# Environment Variables

SGLang supports various environment variables related to Ascend NPU that can be used to configure its runtime behavior.
This document provides a list of commonly used environment variables and aims to stay updated over time.

## Directly Used in SGLang

| Environment Variable                             | Description                                                                                                                                                 | Default Value |
|--------------------------------------------------|-------------------------------------------------------------------------------------------------------------------------------------------------------------|---------------|
| `SGLANG_NPU_USE_MLAPO`                           | Adopts the `MLAPO` fusion operator in attention <br/> preprocessing stage of the MLA model.                                                                 | `false`       |
| `SGLANG_USE_FIA_NZ`                              | Reshapes KV Cache for FIA NZ format.<br/> `SGLANG_USE_FIA_NZ` must be enabled with `SGLANG_NPU_USE_MLAPO`                                                   | `false`       |
| `SGLANG_NPU_USE_MULTI_STREAM`                    | Enable dual-stream computation of shared experts <br/> and routing experts in DeepSeek models.<br/> Enable dual-stream computation in DeepSeek NSA Indexer. | `false`       |
| `SGLANG_NPU_DISABLE_ACL_FORMAT_WEIGHT`           | Disable cast model weight tensor to a specific NPU <br/> ACL format.                                                                                        | `false`       |
| `SGLANG_DEEPEP_NUM_MAX_DISPATCH_TOKENS_PER_RANK` | The maximum number of dispatched tokens on each rank.                                                                                                       | `128`         |

## Used in DeepEP Ascend

| Environment Variable                      | Description                                                                                                            | Default Value |
|-------------------------------------------|------------------------------------------------------------------------------------------------------------------------|---------------|
| `DEEPEP_NORMAL_LONG_SEQ_PER_ROUND_TOKENS` | Enable ant-moving function in dispatch stage.

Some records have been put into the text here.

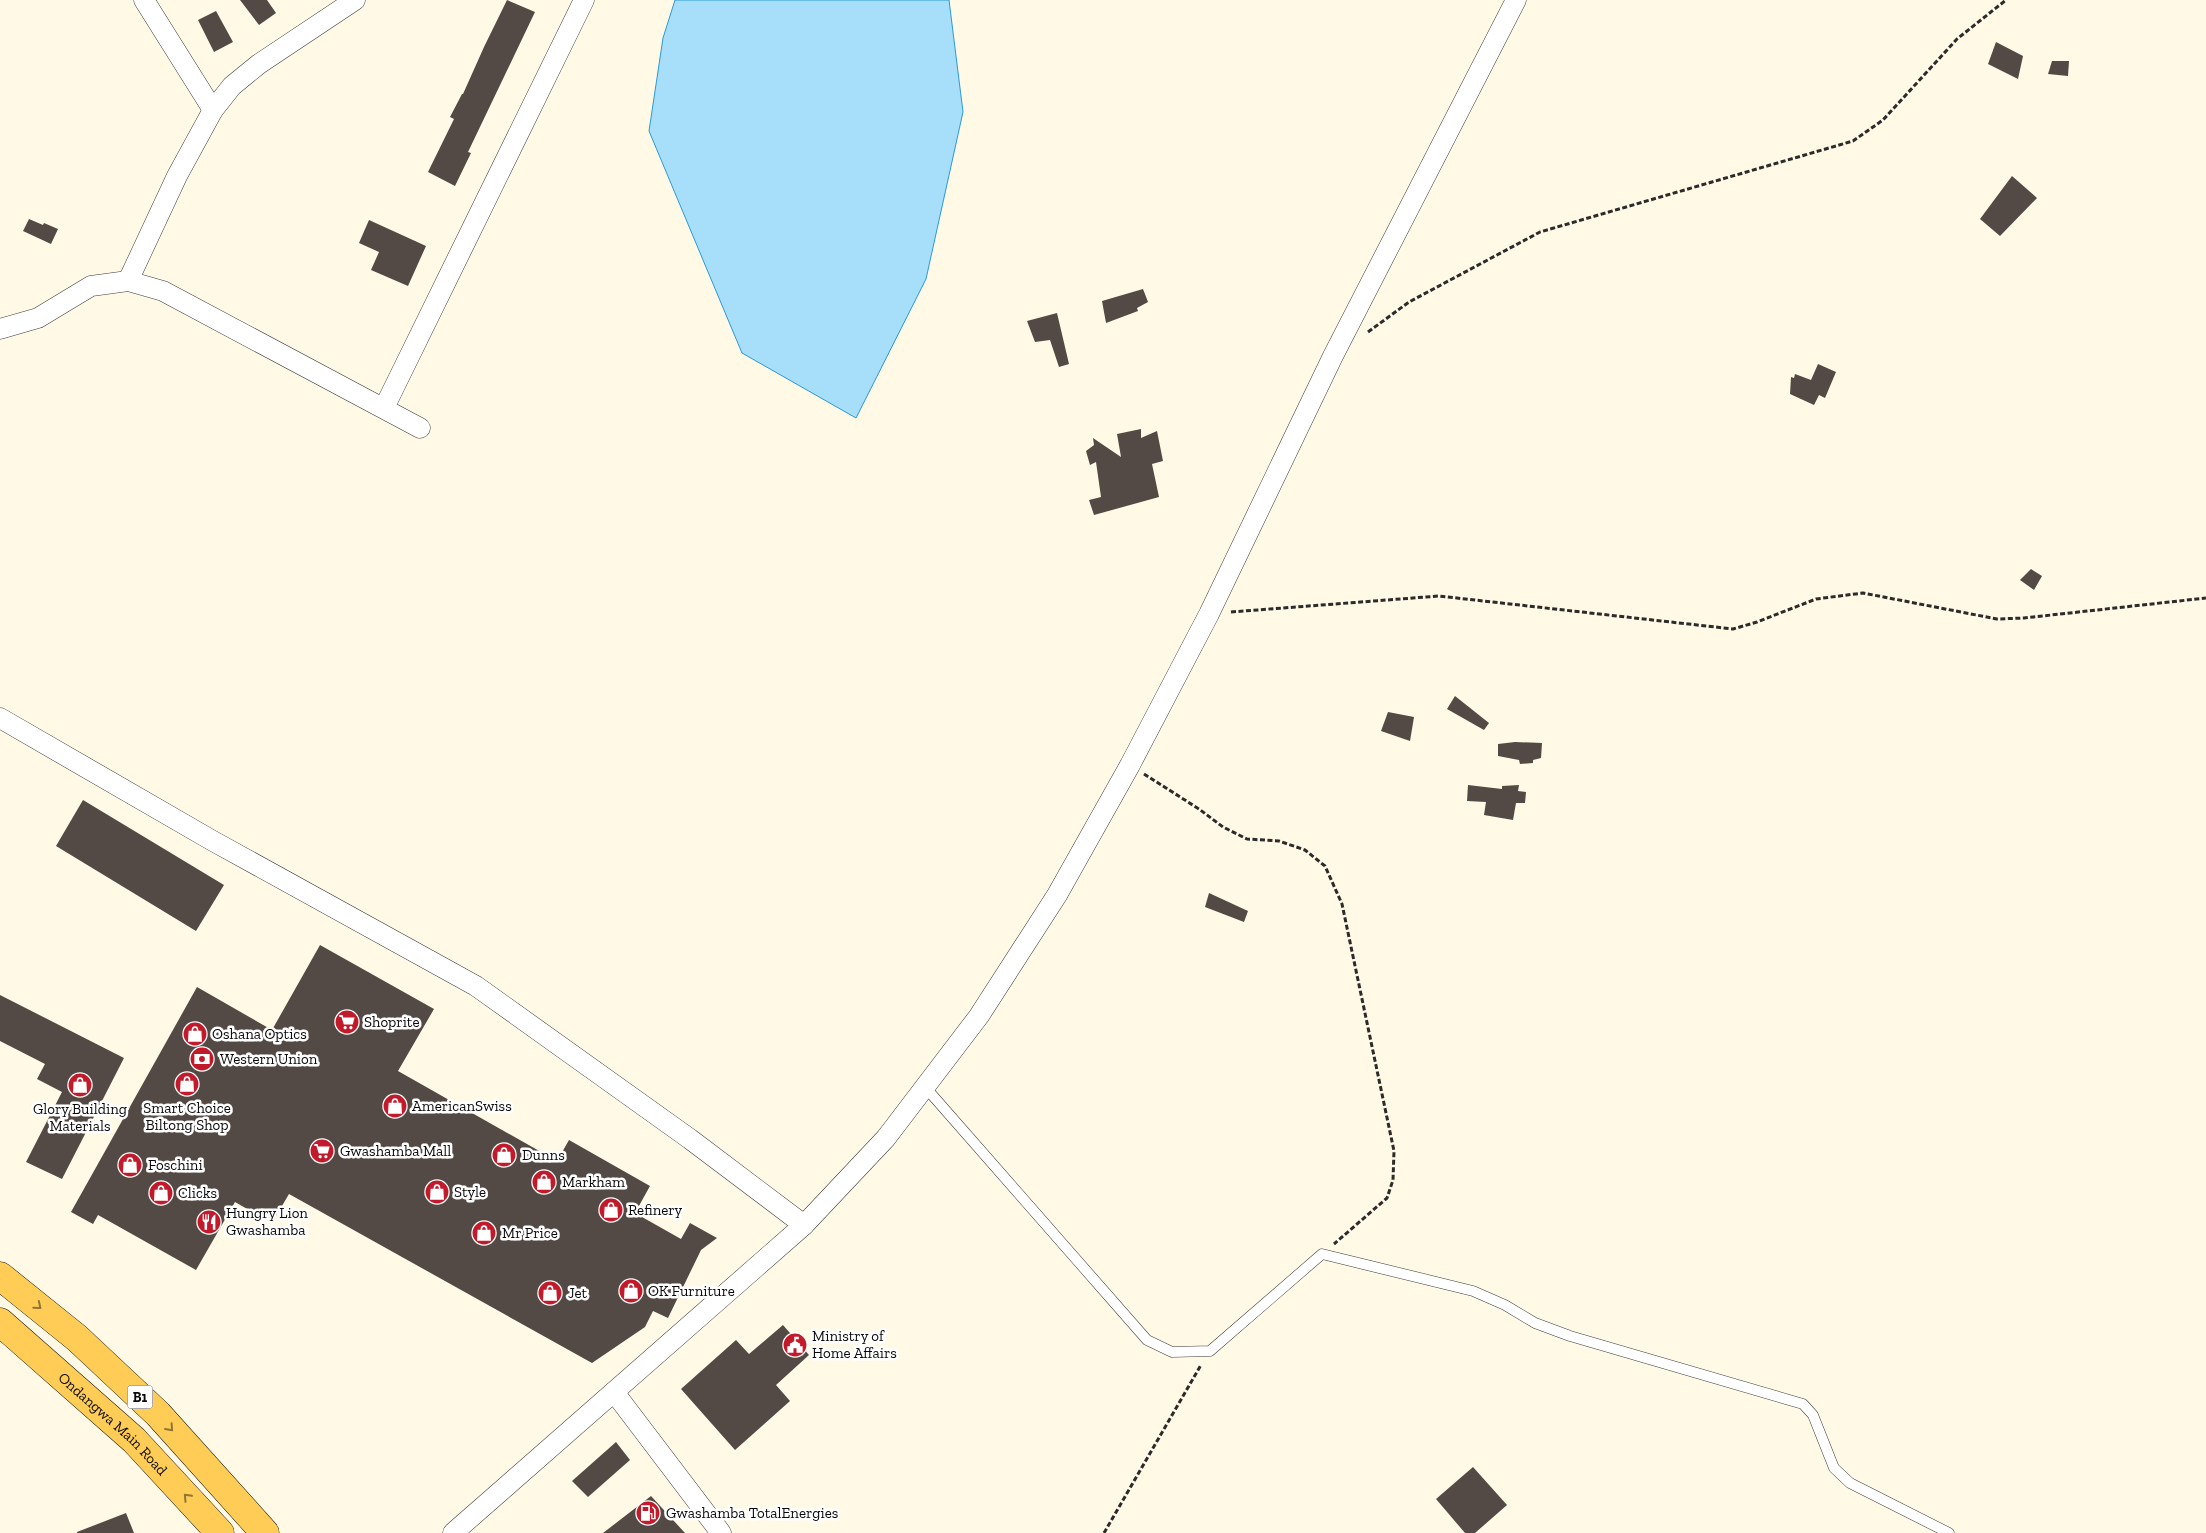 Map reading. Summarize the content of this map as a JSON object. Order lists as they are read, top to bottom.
{
  "streets": {
    "main road": ["B1", "Ondangwa Main Road"]
  },
  "places": {
    "supermarket": ["Shoprite", "Gwashamba Mall"],
    "shop": [
      "Oshana Optics",
      "Smart Choice Biltong Shop",
      "Glory Building Materials",
      "AmericanSwiss",
      "Dunns",
      "Foschini",
      "Markham",
      "Style",
      "Clicks",
      "Refinery",
      "Mr Price",
      "OK Furniture",
      "Jet"
    ],
    "bank": ["Western Union"],
    "restaurant": ["Hungry Lion Gwashamba"],
    "public building": ["Ministry of Home Affairs"],
    "fuel station": ["Gwashamba TotalEnergies"]
  }
} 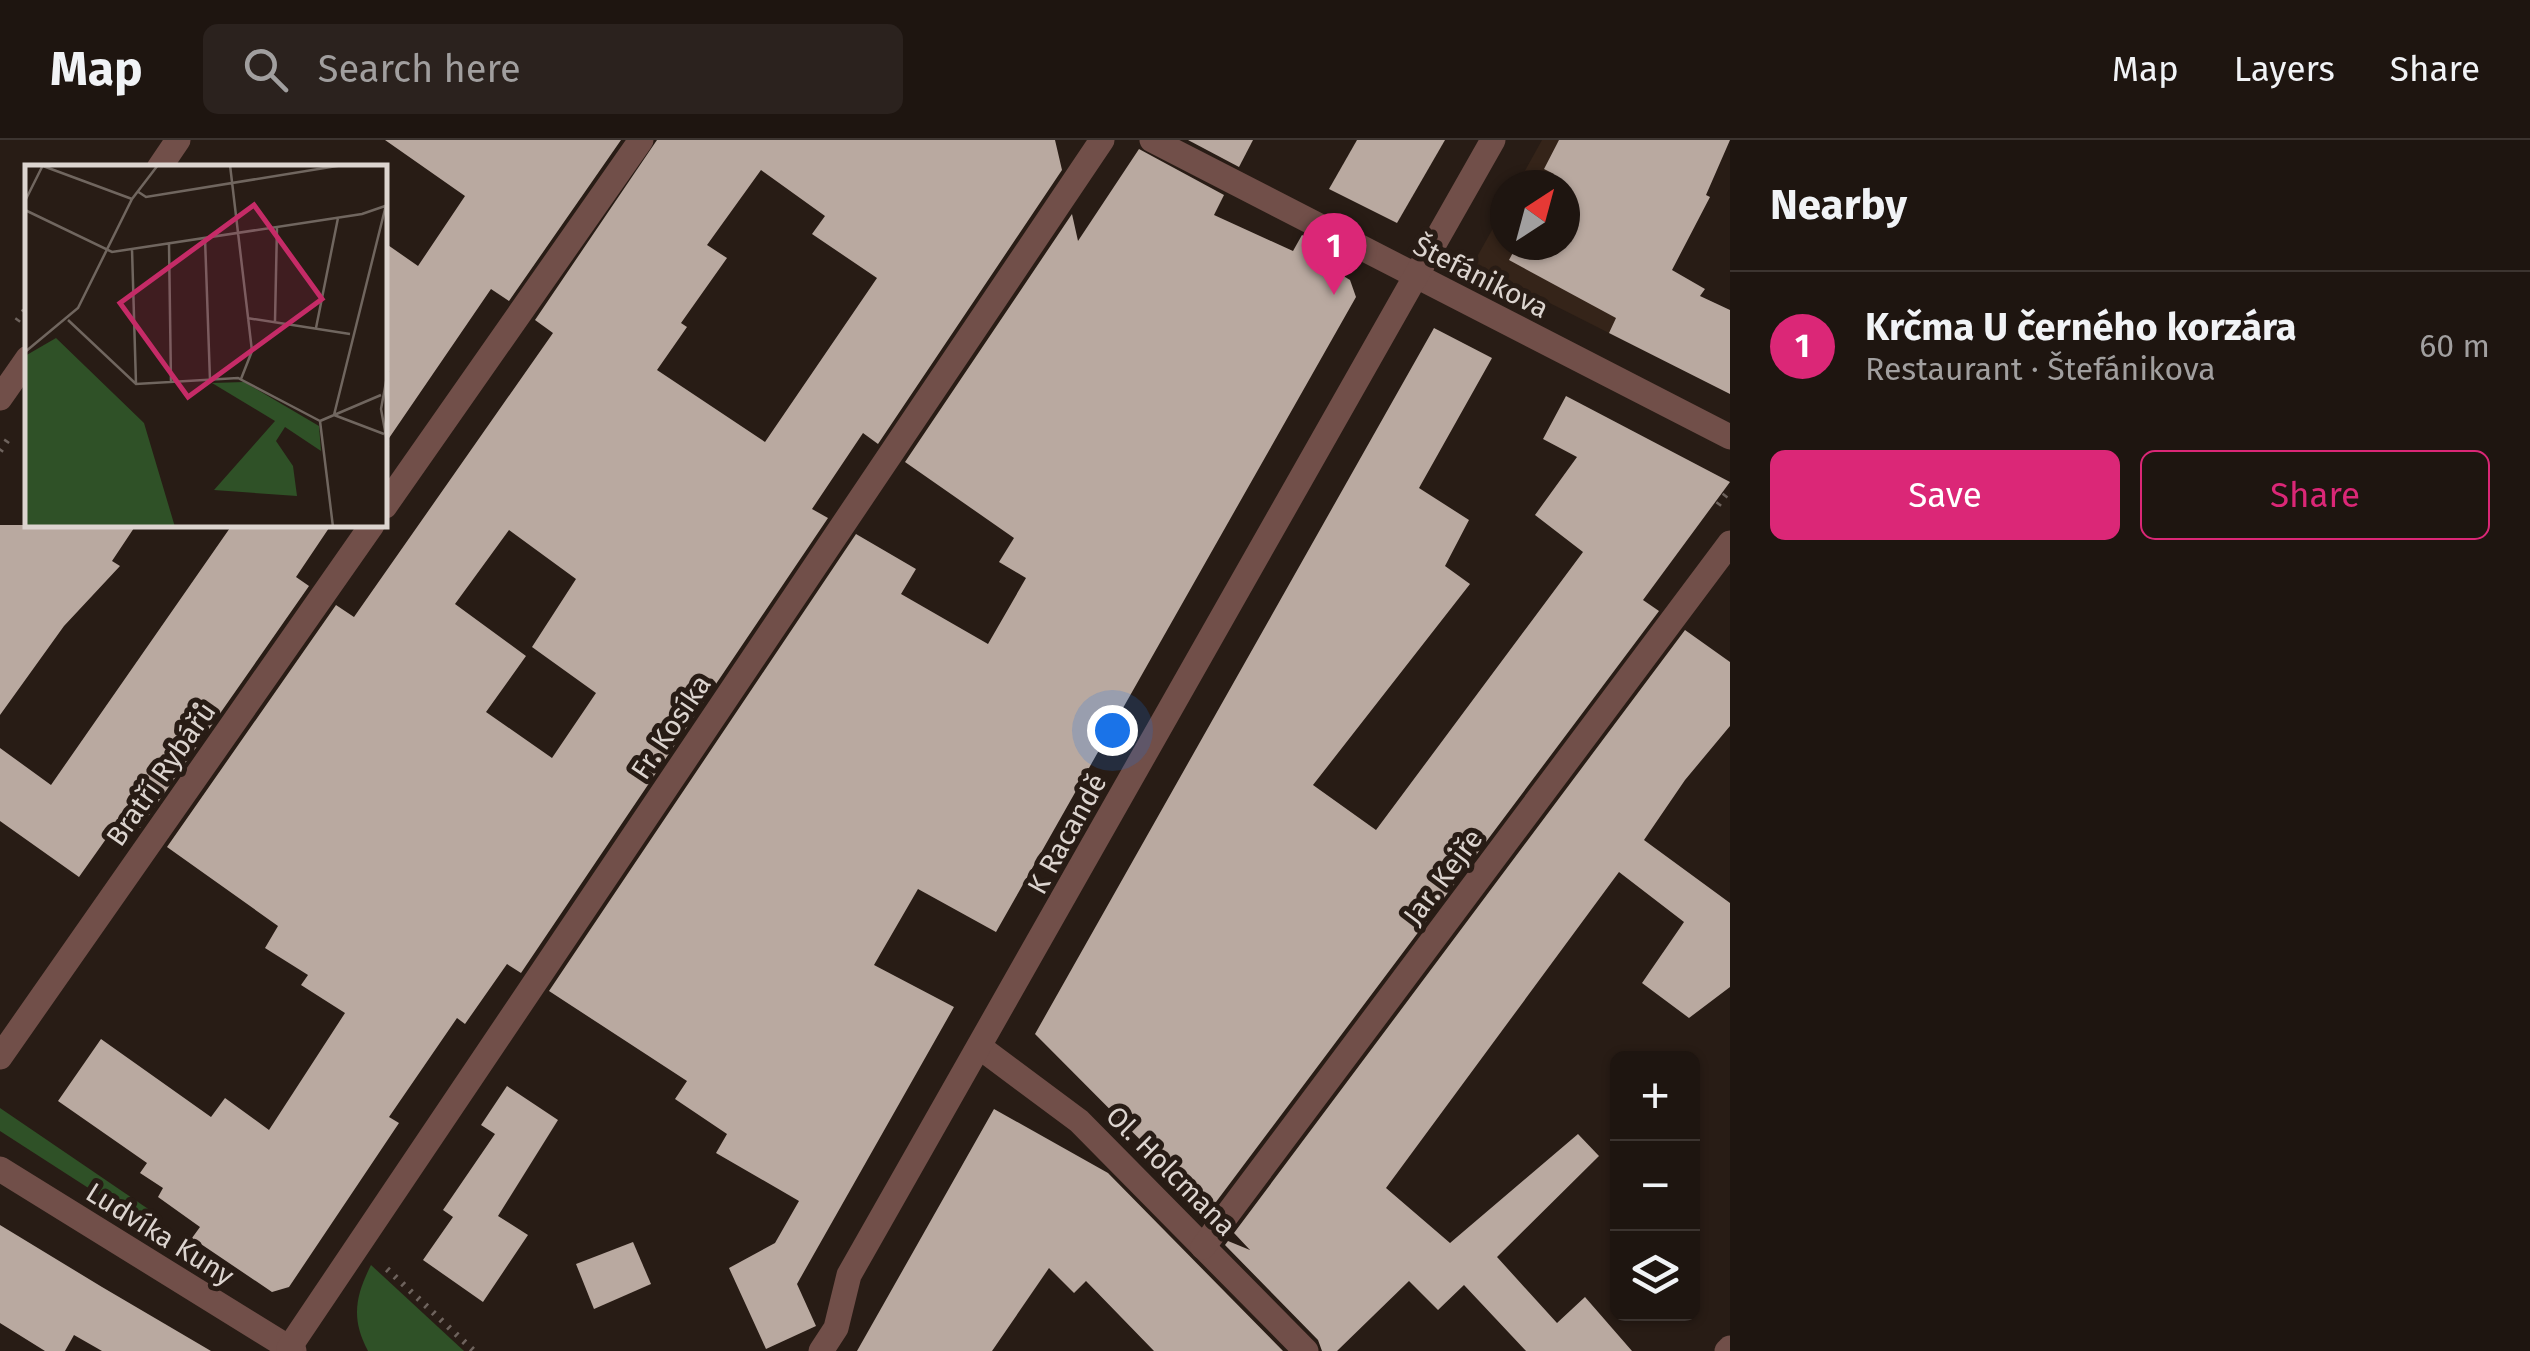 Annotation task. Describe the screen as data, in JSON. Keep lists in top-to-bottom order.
{
  "streets": {
    "street": [
      "Štefánikova",
      "Fr. Kosíka",
      "Bratří Rybářů",
      "K Racandě",
      "Jar. Kejře",
      "Ol. Holcmana",
      "Ludvíka Kuny"
    ]
  },
  "crossings": [
    ["Štefánikova", "K Racandě"],
    ["Fr. Kosíka", "Ludvíka Kuny"],
    ["K Racandě", "Ol. Holcmana"],
    ["Jar. Kejře", "Ol. Holcmana"]
  ],
  "north": "top right",
  "page": {
    "header": "Map",
    "search": "Search here",
    "nav": ["Map", "Layers", "Share"],
    "heading": "Nearby",
    "pins": "1",
    "list": [
      {
        "mark": "1",
        "name": "Krčma U černého korzára",
        "note": "Restaurant · Štefánikova",
        "value": "60 m"
      }
    ],
    "buttons": ["Save", "Share"],
    "map_buttons": ["+", "−"]
  }
}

Indicates <br/> the number of tokens transmitted per round on each rank. | `8192`        |
| `DEEPEP_NORMAL_LONG_SEQ_ROUND`            | Enable ant-moving function in dispatch stage. Indicates <br/> the number of rounds transmitted on each rank.           | `1`           |
| `DEEPEP_NORMAL_COMBINE_ENABLE_LONG_SEQ`   | Enable ant-moving function in combine stage. <br/> The value `0` means disabled.                                       | `0`           |
| `MOE_ENABLE_TOPK_NEG_ONE`                 | Needs to be enabled when the expert ID to be processed by <br/> DEEPEP contains -1.                                    | `0`           |
| `DEEP_NORMAL_MODE_USE_INT8_QUANT`         | Quantizes x to int8 and returns (tensor, scales) in dispatch operator.                                                 | `0`           |

## Others

| Environment Variable     | Description                                                                                                                                                                                                                                                                | Default Value |
|--------------------------|----------------------------------------------------------------------------------------------------------------------------------------------------------------------------------------------------------------------------------------------------------------------------|---------------|
| `TASK_QUEUE_ENABLE`      | Used to control the optimization level of the dispatch queue<br/> about the task_queue operator. [Detail](https://www.hiascend.com/document/detail/zh/Pytorch/730/comref/Envvariables/docs/zh/environment_variable_reference/TASK_QUEUE_ENABLE.md)                         | `1`           |
| `INF_NAN_MODE_ENABLE`    | Controls whether the chip uses saturation mode or INF_NAN mode. [Detail](https://www.hiascend.com/document/detail/zh/CANNCommunityEdition/800alpha001/apiref/envref/envref_07_0056.html)                                                                                   | `1`           |
| `STREAMS_PER_DEVICE`     | Configures the maximum number of streams for the stream pool. [Detail](https://www.hiascend.com/document/detail/zh/Pytorch/720/comref/Envvariables/Envir_041.html)                                                                                                         | `32`          |
| `PYTORCH_NPU_ALLOC_CONF` | Controls the behavior of the cache allocator. <br/>This variable changes memory usage and may cause performance fluctuations. [Detail](https://www.hiascend.com/document/detail/zh/Pytorch/700/comref/Envvariables/Envir_012.html)                                         |               |
| `ASCEND_MF_STORE_URL`    | The address of config store in MemFabric during PD separation, <br/>which is generally set to the IP address of the P primary node<br/> with an arbitrary port number.                                                                                                     |               |
| `ASCEND_LAUNCH_BLOCKING` | Controls whether synchronous mode is enabled during operator execution. [Detail](https://www.hiascend.com/document/detail/zh/Pytorch/710/comref/Envvariables/Envir_006.html)                                                                                               | `0`           |
| `HCCL_OP_EXPANSION_MODE` | Configures the expansion position for communication algorithm scheduling. [Detail](https://www.hiascend.com/document/detail/zh/CANNCommunityEdition/800alpha001/apiref/envref/envref_07_0094.html)                                                                         |               |
| `HCCL_BUFFSIZE`          | Controls the size of the buffer area for shared data between two NPUs. <br/>The unit is MB, and the value must be greater than or equal to 1. [Detail](https://www.hiascend.com/document/detail/zh/Pytorch/60RC3/ptmoddevg/trainingmigrguide/performance_tuning_0047.html) | `200`         |
| `HCCL_SOCKET_IFNAME`     | Configures the name of the network card used by the Host <br/>during HCCL initialization. [Detail](https://www.hiascend.com/document/detail/zh/canncommercial/81RC1/apiref/envvar/envref_07_0075.html)                                                                     |               |
| `GLOO_SOCKET_IFNAME`     | Configures the network interface name for GLOO communication.                                                                                                                                                                                                              |               |